May 02, 2002
It's a hoax!

Matthew Yglesias points to the scoop on the Alex Michel email. The New York Post's Page six got a confession from Jonathan Locker, one of the two conspirators:


When we reached Locker yesterday, he confessed to making up the exchange.

"It was a complete hoax," Locker said, "and I feel really bad about it." Sahrbeck has e-mailed Michel an apology.


Glenn Kinen and Alex Rubalcava, who blogged it first, also point to this story.

I'm not surprised. I was doing a bit of detective work on this myself, but I can see that the route I was taking might have led me to an incorrect answer. When Rubalcava mailed me the full email chain, I took note of the domain from which Michel's email supposedly originated. When I visited that site, I discovered that it allows guest signups. I figured that Sahrbeck and Locker probably created an address for Michel via the guest singup. This would have enabled them to write those messages from Michel themselves. What's clever about that is even if a noseybody such as I had gotten my hands on the originals, their headers would have looked perfectly normal.
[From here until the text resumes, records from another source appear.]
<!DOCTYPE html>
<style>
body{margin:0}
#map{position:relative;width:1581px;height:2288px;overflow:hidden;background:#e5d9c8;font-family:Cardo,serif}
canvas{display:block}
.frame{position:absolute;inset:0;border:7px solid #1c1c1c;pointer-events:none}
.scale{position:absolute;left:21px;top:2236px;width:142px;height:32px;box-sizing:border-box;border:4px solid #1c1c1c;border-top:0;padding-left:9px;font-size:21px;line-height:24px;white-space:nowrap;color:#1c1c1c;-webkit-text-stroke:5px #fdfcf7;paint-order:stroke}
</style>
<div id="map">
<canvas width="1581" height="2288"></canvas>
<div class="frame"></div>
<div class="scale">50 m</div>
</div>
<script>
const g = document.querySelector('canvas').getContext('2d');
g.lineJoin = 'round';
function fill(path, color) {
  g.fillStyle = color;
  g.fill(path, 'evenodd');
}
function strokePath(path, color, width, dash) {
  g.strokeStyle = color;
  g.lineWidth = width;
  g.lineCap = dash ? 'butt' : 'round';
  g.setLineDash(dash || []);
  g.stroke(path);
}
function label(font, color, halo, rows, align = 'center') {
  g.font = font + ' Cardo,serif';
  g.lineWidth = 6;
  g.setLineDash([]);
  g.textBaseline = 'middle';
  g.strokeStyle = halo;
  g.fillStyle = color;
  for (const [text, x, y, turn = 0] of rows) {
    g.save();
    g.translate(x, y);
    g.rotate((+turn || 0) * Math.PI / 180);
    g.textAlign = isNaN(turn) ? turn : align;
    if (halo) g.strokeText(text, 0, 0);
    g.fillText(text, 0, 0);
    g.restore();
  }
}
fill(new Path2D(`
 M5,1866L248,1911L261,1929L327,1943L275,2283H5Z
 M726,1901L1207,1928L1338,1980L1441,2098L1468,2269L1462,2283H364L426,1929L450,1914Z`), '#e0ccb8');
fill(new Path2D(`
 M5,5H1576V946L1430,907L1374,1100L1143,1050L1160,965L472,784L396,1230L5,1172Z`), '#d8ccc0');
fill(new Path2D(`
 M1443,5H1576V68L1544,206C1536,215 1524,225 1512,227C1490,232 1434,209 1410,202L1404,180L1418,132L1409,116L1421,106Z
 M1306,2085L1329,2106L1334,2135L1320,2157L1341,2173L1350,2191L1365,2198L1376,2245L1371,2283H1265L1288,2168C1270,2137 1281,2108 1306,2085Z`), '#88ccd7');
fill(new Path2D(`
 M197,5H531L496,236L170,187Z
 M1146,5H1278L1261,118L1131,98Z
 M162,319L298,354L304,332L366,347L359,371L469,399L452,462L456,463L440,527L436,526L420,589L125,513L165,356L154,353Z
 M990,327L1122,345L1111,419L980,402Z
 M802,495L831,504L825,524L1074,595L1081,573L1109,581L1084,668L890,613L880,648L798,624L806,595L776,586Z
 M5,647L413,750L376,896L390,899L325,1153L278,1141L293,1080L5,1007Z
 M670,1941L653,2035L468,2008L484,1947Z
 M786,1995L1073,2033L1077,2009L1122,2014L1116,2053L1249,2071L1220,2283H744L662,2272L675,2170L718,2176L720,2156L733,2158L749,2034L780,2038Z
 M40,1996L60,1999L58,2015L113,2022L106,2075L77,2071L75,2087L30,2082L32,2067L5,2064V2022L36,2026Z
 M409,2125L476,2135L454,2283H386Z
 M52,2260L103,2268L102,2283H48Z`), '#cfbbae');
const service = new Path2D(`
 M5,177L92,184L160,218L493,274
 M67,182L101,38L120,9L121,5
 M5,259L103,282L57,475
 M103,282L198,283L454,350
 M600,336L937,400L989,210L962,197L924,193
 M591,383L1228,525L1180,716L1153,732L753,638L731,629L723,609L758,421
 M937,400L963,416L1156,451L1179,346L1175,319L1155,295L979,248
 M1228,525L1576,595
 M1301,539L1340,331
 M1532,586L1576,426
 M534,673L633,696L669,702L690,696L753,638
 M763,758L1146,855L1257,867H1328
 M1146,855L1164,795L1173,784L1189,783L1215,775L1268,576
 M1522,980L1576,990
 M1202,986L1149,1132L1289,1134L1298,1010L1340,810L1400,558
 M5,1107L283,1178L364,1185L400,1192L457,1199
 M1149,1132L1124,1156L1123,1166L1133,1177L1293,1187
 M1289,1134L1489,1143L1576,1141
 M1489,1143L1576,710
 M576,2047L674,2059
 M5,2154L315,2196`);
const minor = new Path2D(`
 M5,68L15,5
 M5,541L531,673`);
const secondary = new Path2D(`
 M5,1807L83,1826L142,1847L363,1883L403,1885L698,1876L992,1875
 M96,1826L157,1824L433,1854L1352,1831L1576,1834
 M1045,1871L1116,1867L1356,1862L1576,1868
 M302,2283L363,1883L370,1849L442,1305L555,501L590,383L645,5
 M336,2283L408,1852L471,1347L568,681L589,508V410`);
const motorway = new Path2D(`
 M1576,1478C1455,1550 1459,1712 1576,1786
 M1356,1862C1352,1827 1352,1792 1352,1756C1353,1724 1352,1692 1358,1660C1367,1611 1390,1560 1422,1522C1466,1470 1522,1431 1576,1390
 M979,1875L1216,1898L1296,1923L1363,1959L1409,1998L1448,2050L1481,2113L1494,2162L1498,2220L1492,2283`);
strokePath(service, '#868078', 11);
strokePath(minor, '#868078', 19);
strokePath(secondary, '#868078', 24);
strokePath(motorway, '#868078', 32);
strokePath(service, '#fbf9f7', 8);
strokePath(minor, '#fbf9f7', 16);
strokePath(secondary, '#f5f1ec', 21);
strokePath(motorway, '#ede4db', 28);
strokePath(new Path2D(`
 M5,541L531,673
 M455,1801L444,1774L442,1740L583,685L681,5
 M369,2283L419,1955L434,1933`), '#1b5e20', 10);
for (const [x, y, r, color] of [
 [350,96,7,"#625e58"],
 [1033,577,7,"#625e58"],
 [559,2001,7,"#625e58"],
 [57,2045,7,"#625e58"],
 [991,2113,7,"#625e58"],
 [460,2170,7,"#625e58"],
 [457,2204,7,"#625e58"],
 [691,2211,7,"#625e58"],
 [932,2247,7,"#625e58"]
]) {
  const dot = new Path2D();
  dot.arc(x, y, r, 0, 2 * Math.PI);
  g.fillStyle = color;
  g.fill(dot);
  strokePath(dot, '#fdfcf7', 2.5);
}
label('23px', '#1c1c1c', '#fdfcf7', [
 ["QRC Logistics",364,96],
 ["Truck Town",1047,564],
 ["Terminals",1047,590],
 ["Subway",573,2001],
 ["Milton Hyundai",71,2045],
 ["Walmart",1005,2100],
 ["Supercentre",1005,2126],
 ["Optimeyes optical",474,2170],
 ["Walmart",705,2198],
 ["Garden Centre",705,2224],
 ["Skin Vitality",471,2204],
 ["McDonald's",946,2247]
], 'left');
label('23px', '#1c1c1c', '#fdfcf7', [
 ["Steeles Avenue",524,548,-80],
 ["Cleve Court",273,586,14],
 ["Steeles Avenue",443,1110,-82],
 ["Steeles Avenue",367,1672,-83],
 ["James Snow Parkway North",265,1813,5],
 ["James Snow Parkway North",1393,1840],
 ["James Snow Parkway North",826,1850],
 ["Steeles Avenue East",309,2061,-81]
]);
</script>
So, my investigative idea was to contact the site administrators to see if that address was a guest address and if so, when it was created. From the Post article, it's clear that the address was real. I haven't heard back from the admins yet (I'm going to send a followup note and withdraw my request - no need to make them do unnecessary work), but if I had they'd have told me that the account was bona fide. Another beautiful theory slain by an ugly fact.
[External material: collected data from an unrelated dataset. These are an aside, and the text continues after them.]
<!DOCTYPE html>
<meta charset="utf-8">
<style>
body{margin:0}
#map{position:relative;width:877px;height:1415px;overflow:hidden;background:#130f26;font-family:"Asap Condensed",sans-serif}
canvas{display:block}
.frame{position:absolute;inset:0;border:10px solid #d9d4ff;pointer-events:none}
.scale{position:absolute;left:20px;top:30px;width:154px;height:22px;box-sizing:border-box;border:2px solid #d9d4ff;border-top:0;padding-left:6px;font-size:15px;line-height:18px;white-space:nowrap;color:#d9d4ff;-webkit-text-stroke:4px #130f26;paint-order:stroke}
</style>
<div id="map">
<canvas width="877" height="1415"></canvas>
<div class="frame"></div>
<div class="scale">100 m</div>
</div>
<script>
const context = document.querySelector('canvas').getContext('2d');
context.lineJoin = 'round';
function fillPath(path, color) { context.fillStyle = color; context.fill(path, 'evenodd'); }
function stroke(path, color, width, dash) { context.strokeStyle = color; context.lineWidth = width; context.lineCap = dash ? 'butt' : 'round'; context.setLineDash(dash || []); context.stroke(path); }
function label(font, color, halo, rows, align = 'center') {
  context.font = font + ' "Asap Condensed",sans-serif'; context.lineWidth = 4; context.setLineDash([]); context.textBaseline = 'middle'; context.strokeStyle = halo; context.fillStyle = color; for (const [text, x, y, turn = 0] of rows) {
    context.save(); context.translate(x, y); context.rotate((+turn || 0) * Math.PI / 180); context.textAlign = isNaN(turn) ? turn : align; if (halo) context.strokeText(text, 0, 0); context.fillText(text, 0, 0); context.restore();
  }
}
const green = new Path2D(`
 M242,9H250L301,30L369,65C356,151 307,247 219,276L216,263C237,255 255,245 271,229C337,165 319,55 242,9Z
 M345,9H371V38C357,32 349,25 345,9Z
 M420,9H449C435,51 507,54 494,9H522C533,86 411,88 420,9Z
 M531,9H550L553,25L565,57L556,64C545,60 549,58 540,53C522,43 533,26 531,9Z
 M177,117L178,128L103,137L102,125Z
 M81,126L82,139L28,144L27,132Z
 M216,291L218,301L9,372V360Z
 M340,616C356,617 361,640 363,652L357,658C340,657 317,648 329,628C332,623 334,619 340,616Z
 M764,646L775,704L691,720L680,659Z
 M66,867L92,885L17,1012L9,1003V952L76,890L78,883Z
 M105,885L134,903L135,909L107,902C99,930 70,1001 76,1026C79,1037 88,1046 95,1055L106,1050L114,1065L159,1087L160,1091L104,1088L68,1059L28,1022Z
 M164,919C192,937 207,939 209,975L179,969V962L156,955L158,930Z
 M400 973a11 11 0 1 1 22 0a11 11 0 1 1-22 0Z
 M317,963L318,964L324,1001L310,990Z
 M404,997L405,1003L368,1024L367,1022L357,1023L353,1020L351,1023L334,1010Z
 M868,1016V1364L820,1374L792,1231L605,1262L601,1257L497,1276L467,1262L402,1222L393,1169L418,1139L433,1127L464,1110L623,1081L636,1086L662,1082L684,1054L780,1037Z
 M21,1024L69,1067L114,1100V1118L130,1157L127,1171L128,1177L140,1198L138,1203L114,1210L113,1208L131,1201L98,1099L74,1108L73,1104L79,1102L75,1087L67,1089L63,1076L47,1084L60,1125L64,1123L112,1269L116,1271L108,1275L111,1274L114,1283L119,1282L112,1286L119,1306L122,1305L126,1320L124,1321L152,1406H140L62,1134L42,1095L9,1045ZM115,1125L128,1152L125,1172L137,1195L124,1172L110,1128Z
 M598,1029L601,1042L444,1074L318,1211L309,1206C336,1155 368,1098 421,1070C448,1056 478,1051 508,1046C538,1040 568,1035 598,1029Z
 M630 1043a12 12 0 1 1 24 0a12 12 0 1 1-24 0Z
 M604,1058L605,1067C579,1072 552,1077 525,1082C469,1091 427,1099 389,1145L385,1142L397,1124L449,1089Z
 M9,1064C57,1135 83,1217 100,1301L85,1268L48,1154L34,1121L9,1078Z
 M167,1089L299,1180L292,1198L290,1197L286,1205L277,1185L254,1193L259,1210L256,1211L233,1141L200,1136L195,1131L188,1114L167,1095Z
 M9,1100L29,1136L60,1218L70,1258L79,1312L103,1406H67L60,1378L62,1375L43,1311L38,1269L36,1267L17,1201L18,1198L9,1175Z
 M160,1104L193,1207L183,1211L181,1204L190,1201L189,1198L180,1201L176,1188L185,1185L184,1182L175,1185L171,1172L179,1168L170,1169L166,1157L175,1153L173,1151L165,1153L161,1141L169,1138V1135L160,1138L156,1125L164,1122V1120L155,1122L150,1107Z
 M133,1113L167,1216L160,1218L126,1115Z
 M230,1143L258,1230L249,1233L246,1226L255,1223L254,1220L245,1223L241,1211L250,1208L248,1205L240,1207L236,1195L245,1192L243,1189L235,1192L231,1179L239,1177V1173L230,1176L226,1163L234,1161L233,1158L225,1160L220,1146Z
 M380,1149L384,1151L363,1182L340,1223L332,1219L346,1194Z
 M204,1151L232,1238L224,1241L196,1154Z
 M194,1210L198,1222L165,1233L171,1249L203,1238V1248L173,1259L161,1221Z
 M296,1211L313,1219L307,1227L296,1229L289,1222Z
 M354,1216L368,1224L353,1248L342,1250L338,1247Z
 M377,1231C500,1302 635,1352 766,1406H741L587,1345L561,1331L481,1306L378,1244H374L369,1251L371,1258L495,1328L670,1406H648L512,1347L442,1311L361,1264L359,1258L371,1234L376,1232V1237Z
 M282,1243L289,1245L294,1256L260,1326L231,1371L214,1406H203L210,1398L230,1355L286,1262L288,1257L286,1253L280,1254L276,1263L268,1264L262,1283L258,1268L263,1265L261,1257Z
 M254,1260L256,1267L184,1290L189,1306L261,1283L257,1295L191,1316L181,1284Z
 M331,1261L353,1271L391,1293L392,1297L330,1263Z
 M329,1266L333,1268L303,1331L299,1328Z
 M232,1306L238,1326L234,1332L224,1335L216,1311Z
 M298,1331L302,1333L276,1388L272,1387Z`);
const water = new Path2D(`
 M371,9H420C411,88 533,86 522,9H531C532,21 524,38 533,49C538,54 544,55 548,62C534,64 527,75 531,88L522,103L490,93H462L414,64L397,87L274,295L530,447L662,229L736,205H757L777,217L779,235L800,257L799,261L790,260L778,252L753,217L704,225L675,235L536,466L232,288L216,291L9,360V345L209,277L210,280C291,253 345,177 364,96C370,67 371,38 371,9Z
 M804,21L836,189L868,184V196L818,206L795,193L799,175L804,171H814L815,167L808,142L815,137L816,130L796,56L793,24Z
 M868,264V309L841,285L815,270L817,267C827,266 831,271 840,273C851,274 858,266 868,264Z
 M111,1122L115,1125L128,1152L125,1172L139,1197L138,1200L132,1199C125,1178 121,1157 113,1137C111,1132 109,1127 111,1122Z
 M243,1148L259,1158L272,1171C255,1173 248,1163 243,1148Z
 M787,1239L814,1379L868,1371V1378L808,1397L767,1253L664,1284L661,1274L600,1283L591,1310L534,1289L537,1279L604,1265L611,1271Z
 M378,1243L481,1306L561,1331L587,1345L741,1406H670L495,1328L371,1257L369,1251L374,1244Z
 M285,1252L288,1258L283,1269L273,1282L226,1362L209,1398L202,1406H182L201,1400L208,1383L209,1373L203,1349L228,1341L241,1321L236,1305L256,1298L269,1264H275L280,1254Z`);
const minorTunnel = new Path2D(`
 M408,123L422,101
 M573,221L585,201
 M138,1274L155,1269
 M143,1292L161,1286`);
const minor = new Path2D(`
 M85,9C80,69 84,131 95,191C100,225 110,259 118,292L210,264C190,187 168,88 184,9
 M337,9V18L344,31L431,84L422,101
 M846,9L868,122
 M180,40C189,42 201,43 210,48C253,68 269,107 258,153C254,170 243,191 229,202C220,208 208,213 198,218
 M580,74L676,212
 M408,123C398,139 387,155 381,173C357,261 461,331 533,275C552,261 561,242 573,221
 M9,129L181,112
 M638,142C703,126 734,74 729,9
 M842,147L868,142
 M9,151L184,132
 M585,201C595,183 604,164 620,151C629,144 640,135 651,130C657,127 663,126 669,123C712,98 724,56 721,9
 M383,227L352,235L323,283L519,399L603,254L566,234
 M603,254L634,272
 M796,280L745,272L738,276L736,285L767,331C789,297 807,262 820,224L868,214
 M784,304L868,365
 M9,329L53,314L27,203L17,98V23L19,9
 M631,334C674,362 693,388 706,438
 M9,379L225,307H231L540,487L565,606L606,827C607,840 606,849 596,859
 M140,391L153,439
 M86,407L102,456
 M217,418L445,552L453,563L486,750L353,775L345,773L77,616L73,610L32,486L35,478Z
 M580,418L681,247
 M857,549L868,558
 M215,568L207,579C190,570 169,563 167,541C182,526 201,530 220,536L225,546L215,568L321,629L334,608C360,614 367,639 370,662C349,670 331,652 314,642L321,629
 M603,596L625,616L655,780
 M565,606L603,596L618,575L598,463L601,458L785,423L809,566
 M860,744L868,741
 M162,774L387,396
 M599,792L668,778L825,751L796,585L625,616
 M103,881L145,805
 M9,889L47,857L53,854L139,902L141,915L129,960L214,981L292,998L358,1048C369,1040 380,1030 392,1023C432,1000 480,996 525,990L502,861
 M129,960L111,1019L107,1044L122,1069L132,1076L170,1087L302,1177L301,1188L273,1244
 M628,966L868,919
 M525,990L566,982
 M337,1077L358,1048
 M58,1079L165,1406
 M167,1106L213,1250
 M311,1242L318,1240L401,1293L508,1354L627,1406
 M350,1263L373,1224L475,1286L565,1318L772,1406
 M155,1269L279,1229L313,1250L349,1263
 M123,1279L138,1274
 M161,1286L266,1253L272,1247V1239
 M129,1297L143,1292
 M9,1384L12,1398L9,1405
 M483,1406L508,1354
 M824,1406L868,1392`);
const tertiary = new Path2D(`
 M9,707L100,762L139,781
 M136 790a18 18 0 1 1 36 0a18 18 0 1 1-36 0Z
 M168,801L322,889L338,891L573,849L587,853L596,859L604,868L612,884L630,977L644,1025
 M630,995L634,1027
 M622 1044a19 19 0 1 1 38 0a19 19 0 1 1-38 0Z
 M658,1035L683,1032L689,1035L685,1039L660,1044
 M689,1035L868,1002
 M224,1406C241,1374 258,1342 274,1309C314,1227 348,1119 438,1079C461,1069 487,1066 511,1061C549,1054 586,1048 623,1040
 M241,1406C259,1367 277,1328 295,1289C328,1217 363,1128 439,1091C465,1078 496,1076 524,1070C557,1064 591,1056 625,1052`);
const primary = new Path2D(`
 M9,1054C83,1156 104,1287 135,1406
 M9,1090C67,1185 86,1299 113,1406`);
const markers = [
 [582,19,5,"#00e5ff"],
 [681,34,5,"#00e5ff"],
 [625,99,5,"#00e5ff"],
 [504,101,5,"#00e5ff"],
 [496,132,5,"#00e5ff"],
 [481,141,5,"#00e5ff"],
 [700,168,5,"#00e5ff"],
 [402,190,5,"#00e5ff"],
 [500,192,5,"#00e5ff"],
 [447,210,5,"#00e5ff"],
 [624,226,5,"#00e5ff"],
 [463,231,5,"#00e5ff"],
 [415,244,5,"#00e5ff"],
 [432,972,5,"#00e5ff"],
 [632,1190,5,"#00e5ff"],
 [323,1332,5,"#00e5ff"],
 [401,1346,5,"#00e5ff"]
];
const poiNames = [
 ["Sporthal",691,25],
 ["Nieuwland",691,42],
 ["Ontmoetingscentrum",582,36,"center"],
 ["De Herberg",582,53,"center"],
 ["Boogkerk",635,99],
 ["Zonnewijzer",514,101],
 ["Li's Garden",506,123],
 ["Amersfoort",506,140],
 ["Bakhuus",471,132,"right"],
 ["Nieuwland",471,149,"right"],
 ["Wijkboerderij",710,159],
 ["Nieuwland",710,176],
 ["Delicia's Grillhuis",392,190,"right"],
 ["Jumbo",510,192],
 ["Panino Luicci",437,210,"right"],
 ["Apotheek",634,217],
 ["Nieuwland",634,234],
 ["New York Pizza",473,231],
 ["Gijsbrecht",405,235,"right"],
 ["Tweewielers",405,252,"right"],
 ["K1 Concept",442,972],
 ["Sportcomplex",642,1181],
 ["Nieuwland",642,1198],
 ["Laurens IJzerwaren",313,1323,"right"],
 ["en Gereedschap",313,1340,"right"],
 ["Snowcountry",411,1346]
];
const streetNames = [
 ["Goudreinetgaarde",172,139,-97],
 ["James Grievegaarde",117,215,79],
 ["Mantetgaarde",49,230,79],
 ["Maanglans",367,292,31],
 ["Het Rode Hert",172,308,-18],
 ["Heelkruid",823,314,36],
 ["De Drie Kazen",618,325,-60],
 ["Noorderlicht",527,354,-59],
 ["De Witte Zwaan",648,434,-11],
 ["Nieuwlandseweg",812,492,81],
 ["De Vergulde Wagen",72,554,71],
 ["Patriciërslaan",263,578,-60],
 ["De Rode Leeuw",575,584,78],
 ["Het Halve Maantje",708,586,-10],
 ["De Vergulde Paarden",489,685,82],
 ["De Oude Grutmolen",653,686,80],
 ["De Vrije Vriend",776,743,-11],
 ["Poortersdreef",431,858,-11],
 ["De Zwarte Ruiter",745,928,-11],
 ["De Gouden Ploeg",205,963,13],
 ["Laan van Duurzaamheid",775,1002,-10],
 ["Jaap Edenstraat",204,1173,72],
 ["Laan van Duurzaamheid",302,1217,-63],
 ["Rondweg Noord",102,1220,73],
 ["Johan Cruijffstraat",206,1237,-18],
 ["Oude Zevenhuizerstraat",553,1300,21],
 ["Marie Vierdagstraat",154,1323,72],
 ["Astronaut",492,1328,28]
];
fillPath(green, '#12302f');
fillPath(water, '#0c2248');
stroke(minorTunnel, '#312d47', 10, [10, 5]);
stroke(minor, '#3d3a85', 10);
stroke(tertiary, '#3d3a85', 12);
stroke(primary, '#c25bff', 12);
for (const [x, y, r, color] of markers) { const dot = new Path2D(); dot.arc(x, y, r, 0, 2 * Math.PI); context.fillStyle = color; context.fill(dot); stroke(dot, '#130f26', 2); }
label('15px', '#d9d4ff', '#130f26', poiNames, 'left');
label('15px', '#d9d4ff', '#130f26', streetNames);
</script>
Turns out the hoaxers weren't that clever. They simply made up the replies from Michel and started the forwarding chain, so header analysis would likely have caught them if the Old Media hadn't sweated a confession out of them first. Well, good on you, Page Six. I've seen enough of these hoaxes in my capacity as tech support and email admin that I'm happy to see an offender get caught. They were looking for publicity, and they got it. Enjoy the fallout, fellas.